Growth and development

Dry seed (5.5% moisture content) will maintain a high viability (90-95% germination) after several years of storage at ambient (18-24 °C) temperatures, provided the seeds have been extracted from fully mature fruits. Seeds germinate within 6 days after sowing at optimum soil temperatures of 20-25 °C, and the first true leaf is formed one week later. About 7-11 leaves are usually formed on the main stem before the apex is transformed into a terminal inflorescence. The main axis is continued by the development of a new stem from the primary axillary bud in the leaf subtending the inflorescence. As the new shoot grows this leaf changes to a position above the inflorescence. The appearance is of continuous growth with internodal inflorescences, but it is actually sympodial. In indeterminate cultivars this process is repeated indefinitely with inflorescences every 3rd to 4th leaf and fruits maturing sequentially over a long period of time. In determinate types it is arrested after 4-6 inflorescences, when the primary axillary bud of the last leaf aborts and the next bud develops into a slower growing shoot with one leaf and a terminal inflorescence. Strong axillary bud development at the base of determinate plant types produces the bushy habit with several stems and a short period of prolific flowering followed by a period when fruit growth is dominant.

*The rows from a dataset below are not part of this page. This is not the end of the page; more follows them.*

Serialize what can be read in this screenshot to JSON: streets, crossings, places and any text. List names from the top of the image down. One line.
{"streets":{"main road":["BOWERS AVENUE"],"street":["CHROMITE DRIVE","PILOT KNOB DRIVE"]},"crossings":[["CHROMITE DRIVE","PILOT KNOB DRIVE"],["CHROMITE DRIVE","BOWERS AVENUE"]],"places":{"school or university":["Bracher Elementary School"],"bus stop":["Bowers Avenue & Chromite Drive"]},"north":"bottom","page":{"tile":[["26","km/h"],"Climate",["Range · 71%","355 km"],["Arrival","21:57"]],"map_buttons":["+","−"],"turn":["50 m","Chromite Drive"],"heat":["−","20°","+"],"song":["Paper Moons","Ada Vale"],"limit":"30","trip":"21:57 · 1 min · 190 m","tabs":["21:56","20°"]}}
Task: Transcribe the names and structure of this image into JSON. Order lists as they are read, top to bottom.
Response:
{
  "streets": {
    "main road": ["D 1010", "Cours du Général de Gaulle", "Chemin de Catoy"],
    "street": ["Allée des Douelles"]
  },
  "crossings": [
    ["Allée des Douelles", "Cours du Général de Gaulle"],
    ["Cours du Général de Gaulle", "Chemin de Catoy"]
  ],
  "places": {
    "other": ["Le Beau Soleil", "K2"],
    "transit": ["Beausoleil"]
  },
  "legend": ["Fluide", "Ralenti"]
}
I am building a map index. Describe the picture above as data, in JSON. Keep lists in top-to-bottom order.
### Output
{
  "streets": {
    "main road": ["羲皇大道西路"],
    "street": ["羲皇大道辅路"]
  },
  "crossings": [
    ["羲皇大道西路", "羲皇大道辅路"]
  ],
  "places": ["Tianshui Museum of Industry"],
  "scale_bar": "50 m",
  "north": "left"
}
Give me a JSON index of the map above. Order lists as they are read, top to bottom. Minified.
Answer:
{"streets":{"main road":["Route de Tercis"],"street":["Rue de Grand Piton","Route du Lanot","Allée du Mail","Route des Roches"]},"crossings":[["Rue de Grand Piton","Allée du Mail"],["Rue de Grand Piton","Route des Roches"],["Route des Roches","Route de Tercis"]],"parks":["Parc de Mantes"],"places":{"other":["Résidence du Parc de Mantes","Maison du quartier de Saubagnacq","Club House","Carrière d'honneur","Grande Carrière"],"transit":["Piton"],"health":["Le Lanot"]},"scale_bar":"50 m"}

In processing tomatoes, synchronization of fruit growth and ripening is such that once-over machine harvesting becomes possible.

The first flowering starts under optimum conditions about 5-7 weeks after sowing. L. esculentum is a moderately cross-pollinated species in origin, but most cultivars have become almost exclusively self-pollinated. Bees and bumble bees are the most important pollinating agents and are also increasingly used in glasshouses to stimulate pollen dehiscence.

Pollen tube growth is slow and fertilization takes place 50-55 hours after pollination. Fruits are mature 6-8 weeks later. Adequate seed set is necessary for normal fruit development, but parthenocarpic fruit set occurs in some types, or can be induced by growth regulators.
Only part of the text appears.